┌─ RECORDED INFORMATION

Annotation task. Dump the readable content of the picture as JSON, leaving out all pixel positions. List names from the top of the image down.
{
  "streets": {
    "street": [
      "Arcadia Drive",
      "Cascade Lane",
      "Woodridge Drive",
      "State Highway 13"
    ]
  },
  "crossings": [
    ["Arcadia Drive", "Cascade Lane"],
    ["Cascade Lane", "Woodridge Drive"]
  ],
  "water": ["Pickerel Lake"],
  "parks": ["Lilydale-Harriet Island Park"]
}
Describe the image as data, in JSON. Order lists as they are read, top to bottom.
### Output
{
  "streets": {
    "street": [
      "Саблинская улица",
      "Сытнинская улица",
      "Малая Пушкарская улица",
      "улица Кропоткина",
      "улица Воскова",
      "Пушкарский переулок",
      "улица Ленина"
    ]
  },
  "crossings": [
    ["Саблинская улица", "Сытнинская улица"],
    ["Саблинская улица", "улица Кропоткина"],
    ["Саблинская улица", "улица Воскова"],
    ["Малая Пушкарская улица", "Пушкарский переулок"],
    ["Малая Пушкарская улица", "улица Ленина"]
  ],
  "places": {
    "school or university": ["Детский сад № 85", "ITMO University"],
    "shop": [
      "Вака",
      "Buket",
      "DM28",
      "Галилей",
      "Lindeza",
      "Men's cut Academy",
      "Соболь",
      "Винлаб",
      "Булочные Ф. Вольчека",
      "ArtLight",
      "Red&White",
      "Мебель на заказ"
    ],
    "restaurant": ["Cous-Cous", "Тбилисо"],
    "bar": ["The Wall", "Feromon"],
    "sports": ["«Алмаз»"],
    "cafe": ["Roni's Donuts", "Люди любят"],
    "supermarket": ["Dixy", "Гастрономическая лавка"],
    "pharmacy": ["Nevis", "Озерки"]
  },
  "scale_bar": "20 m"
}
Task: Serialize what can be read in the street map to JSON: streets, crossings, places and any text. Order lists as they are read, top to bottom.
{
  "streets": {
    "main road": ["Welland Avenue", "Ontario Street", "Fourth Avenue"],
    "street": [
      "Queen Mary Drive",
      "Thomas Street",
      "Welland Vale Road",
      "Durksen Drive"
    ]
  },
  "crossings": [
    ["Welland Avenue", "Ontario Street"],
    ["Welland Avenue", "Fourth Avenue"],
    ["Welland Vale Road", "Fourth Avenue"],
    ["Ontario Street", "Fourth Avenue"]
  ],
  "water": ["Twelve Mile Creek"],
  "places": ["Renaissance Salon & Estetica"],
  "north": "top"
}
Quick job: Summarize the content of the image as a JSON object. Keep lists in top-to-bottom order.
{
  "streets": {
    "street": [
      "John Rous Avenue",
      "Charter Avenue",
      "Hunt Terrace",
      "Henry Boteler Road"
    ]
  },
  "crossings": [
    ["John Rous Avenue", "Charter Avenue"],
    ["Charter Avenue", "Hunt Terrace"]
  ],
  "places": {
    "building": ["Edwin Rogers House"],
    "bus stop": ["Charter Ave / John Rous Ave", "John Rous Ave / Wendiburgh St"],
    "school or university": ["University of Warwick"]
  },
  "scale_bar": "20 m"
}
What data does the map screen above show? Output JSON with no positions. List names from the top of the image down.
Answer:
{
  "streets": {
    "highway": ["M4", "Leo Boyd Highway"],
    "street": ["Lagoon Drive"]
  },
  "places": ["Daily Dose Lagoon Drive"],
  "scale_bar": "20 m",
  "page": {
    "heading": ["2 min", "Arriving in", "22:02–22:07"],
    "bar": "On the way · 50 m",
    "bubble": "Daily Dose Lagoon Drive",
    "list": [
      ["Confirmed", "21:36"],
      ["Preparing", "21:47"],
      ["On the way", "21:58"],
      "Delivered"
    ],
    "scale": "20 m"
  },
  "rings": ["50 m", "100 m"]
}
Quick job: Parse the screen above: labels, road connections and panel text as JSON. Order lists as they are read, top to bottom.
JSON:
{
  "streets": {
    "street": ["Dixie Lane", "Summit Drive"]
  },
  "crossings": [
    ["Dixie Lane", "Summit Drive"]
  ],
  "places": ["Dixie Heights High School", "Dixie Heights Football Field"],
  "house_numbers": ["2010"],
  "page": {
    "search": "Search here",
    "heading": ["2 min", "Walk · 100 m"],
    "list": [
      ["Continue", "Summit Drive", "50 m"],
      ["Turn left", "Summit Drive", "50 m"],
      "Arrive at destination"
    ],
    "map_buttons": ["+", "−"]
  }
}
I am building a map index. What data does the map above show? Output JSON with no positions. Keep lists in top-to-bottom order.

└─

**PROBLEM DETAILS**.
The answer must hold only the lines from the first line of the data through the line bearing "Describe the image", returned exactly.

**ANSWER TO THE EXERCISE**.
Annotation task. Dump the readable content of the picture as JSON, leaving out all pixel positions. List names from the top of the image down.
{
  "streets": {
    "street": [
      "Arcadia Drive",
      "Cascade Lane",
      "Woodridge Drive",
      "State Highway 13"
    ]
  },
  "crossings": [
    ["Arcadia Drive", "Cascade Lane"],
    ["Cascade Lane", "Woodridge Drive"]
  ],
  "water": ["Pickerel Lake"],
  "parks": ["Lilydale-Harriet Island Park"]
}
Describe the image as data, in JSON. Order lists as they are read, top to bottom.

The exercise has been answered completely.